**To do:**
The count of lines below that include the string "Papleux" is the whole answer.

**Raw data:**
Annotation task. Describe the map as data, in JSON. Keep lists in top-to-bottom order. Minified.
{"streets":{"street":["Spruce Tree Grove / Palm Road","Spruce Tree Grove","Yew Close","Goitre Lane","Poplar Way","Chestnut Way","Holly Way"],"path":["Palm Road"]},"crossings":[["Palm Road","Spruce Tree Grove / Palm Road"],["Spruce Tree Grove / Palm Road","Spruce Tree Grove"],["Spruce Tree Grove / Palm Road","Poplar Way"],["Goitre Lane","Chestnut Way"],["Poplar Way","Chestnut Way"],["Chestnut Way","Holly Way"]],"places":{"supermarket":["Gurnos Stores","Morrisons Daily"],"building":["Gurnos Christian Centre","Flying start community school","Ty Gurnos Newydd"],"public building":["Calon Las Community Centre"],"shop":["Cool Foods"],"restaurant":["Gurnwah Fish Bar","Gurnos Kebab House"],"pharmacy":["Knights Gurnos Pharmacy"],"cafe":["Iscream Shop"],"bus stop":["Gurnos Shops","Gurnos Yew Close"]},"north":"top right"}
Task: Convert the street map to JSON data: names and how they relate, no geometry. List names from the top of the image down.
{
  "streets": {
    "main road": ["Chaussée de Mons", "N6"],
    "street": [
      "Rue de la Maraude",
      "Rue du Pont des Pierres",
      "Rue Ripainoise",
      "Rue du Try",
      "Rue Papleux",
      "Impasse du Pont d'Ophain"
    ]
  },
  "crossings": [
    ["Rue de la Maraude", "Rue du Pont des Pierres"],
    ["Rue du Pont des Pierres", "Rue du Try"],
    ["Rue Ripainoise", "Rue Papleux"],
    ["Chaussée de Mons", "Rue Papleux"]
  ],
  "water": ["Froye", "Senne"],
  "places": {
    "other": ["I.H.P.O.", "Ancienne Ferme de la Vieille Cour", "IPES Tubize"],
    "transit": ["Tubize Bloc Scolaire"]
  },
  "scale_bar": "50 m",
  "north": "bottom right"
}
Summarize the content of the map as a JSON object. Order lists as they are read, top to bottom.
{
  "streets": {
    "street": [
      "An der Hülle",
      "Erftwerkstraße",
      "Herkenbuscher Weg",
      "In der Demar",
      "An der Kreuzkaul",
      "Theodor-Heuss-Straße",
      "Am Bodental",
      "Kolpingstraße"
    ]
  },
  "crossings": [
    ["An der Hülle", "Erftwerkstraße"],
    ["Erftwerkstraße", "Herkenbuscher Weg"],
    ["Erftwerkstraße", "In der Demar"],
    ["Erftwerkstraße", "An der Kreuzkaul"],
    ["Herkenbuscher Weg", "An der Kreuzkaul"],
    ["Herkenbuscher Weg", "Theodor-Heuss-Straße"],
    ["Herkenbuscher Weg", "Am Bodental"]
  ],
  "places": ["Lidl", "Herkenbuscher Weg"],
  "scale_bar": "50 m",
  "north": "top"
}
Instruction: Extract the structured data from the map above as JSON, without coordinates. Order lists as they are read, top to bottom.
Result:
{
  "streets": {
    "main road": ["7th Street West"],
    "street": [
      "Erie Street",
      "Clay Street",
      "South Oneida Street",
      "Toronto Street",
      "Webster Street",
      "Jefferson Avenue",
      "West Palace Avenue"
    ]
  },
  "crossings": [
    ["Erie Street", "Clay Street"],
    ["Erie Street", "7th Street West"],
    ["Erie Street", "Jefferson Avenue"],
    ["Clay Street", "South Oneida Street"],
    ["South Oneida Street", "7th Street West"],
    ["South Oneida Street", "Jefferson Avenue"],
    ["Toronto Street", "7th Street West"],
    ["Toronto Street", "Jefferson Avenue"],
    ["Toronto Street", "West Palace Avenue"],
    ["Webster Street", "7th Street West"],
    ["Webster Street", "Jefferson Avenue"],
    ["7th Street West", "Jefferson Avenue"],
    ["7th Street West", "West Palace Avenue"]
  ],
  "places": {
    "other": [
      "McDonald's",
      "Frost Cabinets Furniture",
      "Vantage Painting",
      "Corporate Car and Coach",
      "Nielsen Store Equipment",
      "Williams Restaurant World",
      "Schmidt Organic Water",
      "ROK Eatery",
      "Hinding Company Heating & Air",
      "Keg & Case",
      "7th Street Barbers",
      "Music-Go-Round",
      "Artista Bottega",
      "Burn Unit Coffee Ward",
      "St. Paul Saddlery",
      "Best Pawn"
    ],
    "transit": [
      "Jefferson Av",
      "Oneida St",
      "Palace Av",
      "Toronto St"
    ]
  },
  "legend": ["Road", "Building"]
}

**Solution to this problem:**
3